A Semantic Wiki Alerting Environment Incorporating
Credibility and Reliability Evaluation
Brian Ulicnya, Christopher J. Matheusa, Mieczyslaw M. Kokara,b
a
VIStology, Inc., bNortheastern University
Abstract. In this paper, we describe a system that semantically annotates streams of reports
about transnational criminal gangs in order to automatically produce models of the gangs’
membership and activities in the form of a semantic wiki. A gang ontology and semantic
inferencing are used to annotate the reports and supplement entity and relationship annotations
based on the local document context. Reports in the datastream are annotated for reliability and
credibility in the proof-of-concept system.
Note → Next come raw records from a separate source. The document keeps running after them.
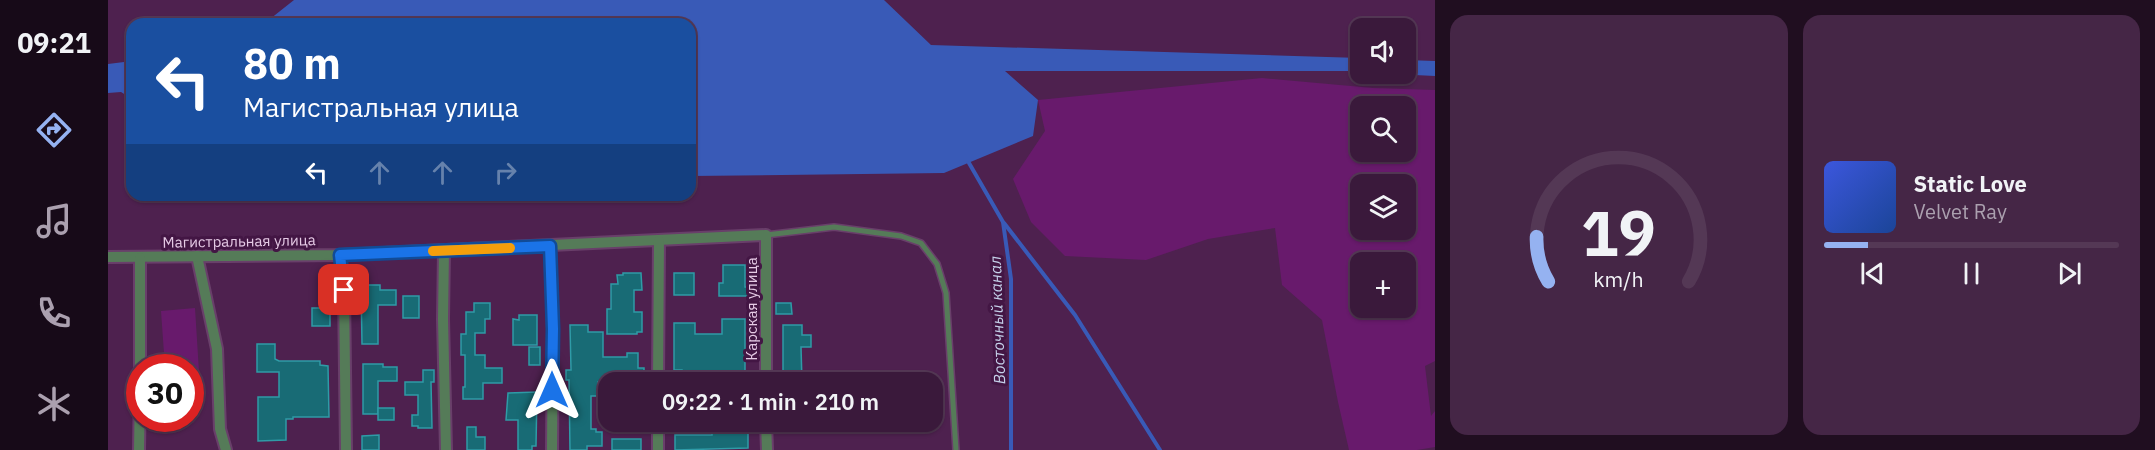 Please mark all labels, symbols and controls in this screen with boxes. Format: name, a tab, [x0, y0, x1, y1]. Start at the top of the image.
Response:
map controls	[1350, 18, 1416, 318]
button: sound	[1350, 18, 1416, 84]
text: 09:21	[17, 25, 91, 60]
text: 80 m	[243, 36, 341, 91]
icon: left	[144, 42, 222, 120]
text: Магистральная улица	[243, 89, 519, 124]
button: search	[1350, 96, 1416, 162]
icon: directions	[33, 109, 75, 151]
icon: left	[300, 156, 333, 189]
icon: ahead	[363, 156, 396, 189]
icon: ahead	[426, 156, 459, 189]
icon: right	[489, 156, 522, 189]
text: Static Love	[1914, 169, 2027, 198]
button: layers	[1350, 174, 1416, 240]
text: 19	[1581, 192, 1656, 273]
text: Velvet Ray	[1914, 198, 2007, 225]
icon: music	[33, 200, 75, 242]
street label: Магистральная улица	[162, 230, 316, 252]
button: +	[1350, 252, 1416, 318]
water label: Восточный канал	[985, 255, 1009, 385]
street label: Карская улица	[742, 257, 761, 361]
icon: previous	[1856, 257, 1889, 290]
icon: pause	[1955, 257, 1988, 290]
icon: next	[2053, 257, 2086, 290]
pin	[318, 264, 369, 315]
text: km/h	[1594, 265, 1644, 293]
icon: arrive	[327, 273, 360, 306]
icon: phone	[33, 292, 75, 334]
speed limit sign: 30	[126, 354, 204, 432]
position arrow	[520, 358, 584, 422]
icon: climate	[33, 383, 75, 425]
text: 09:22 · 1 min · 210 m	[662, 387, 879, 416]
Keywords: media monitoring; semantic analysis; entity/relation extraction;
event tracking; gangs; reliability; credibility
1 Introduction
In this paper, we describe a prototype we are developing that we call the Semantic
Wiki Alerting Environment (SWAE). SWAE ingests streams of open-source news
media and social media and automatically constructs a model of transnational
criminal street gangs, including their membership and their activities. The system
automatically provides updates and alerts to significant changes in that model in the
form of emails, text alerts and semantic wiki pages. The system relies heavily on
ontology-based semantic annotation [1].
In today’s intelligence and battlespace environment, large amounts of data from
many sources must be effectively analyzed in a timely manner in order to provide an
accurate and up-to-date understanding of current and potential threats. Key to
understanding these threats is the identification and characterization of the various
entities that they involve. These include the relevant individuals, groups, locations
and events along with their corresponding interrelationships.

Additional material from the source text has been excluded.